_Supplied records_.

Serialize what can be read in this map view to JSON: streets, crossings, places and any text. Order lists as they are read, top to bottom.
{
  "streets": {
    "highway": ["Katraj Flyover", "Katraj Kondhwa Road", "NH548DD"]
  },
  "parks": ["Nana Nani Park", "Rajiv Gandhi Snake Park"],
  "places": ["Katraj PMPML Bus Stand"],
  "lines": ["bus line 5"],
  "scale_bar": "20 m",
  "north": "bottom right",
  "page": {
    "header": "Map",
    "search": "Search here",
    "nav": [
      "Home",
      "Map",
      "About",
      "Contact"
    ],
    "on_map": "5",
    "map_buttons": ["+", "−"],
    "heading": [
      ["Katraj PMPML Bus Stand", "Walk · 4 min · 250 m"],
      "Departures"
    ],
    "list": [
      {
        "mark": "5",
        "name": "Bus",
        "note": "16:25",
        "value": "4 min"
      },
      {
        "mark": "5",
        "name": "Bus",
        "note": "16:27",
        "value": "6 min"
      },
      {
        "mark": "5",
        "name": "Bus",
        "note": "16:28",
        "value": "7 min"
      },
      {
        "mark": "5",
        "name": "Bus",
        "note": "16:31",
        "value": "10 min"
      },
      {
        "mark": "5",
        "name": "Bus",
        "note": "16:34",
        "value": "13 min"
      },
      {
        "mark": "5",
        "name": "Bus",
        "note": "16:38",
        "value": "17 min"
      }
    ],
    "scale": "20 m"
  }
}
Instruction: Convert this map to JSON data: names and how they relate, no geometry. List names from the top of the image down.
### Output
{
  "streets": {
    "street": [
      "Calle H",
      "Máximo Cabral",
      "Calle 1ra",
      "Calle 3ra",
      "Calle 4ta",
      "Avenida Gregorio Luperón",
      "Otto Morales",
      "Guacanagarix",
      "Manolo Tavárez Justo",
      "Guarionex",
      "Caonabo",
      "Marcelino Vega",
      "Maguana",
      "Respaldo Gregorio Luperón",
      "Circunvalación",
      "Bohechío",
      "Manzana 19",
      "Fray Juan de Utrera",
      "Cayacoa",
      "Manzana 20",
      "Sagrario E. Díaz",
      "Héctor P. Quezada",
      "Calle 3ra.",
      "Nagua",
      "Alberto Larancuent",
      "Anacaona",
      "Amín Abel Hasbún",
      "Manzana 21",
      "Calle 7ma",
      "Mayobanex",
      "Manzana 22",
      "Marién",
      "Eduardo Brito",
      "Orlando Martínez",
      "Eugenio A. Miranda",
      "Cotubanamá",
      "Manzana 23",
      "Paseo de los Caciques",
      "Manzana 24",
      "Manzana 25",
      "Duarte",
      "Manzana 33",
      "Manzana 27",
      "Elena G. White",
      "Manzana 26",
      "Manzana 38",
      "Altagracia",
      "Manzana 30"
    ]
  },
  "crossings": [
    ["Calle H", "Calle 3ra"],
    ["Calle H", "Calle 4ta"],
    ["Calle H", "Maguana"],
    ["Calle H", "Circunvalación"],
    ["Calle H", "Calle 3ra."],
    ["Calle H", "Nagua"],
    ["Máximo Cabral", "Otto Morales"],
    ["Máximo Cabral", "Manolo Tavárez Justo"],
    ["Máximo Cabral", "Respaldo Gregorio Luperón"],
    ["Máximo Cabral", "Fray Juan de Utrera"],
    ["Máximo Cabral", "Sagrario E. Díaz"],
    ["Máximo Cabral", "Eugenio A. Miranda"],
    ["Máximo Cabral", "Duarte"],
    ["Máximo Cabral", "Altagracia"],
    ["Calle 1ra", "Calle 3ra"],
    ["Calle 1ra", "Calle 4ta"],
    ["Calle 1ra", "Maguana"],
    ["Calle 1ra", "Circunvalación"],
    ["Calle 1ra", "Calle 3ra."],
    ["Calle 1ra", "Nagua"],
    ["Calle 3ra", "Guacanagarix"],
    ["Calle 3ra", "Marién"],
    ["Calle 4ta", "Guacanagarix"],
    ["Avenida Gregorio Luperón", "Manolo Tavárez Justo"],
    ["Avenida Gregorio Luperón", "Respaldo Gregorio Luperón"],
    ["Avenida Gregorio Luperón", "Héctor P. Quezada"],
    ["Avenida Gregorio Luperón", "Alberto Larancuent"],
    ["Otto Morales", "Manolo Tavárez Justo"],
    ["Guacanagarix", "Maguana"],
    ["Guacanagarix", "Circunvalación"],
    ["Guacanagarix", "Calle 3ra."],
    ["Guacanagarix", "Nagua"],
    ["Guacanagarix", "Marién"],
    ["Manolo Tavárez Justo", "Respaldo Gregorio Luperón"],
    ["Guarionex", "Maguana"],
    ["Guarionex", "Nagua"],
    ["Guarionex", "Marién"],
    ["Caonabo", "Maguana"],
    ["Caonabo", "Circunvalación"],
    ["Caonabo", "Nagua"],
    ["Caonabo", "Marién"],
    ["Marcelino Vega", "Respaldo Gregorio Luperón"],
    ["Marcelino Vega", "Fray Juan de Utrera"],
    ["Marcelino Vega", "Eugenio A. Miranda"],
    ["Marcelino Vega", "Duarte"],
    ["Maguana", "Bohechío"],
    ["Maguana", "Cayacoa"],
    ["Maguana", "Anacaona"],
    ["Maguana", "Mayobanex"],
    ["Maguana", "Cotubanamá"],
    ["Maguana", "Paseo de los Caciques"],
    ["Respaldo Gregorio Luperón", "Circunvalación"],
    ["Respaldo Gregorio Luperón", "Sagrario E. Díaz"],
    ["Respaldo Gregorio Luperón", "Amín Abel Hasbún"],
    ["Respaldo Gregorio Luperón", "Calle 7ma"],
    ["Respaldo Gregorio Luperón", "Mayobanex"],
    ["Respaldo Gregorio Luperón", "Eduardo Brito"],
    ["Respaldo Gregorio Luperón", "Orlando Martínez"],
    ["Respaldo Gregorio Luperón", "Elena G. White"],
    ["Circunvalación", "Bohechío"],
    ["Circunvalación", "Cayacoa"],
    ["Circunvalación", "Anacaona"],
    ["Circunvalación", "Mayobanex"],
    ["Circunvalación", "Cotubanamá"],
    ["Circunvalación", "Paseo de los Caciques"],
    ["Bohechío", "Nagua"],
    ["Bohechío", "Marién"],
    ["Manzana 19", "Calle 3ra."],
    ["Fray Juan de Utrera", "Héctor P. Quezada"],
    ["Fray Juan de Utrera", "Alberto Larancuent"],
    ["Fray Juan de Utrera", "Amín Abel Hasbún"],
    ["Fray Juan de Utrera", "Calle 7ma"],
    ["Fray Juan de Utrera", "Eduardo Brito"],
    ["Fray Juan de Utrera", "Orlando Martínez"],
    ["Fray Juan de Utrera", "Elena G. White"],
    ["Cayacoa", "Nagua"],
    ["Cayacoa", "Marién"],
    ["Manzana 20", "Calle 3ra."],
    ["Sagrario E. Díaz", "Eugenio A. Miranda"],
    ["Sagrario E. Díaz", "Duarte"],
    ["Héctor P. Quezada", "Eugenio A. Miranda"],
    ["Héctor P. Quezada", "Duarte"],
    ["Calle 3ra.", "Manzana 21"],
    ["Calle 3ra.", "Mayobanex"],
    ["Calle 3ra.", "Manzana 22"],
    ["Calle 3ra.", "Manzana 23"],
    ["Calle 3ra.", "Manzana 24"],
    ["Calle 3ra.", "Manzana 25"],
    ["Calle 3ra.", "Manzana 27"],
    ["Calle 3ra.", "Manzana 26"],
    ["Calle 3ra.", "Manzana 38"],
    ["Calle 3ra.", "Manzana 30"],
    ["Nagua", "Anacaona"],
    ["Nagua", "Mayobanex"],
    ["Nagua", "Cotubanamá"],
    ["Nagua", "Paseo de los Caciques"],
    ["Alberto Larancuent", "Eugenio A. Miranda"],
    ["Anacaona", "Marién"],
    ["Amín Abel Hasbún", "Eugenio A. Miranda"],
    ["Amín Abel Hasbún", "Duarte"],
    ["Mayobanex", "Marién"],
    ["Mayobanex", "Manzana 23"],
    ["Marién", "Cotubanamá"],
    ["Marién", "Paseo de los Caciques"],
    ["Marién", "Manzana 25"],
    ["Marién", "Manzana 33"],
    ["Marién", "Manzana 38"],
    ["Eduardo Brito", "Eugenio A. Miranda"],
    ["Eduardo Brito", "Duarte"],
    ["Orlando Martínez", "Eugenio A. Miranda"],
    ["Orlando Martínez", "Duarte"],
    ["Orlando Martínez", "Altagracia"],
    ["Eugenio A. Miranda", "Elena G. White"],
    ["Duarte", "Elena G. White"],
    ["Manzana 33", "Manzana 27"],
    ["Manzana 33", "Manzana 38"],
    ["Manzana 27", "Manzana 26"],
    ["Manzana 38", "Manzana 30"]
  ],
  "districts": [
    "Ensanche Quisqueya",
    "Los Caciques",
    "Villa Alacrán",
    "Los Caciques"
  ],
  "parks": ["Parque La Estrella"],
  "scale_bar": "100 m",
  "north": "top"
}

_What is required_.
Find the word "Sagrario" in the data and copy out each line where it turns up.

_Answer for the task_.
      "Sagrario E. Díaz",
    ["Máximo Cabral", "Sagrario E. Díaz"],
    ["Respaldo Gregorio Luperón", "Sagrario E. Díaz"],
    ["Sagrario E. Díaz", "Eugenio A. Miranda"],
    ["Sagrario E. Díaz", "Duarte"],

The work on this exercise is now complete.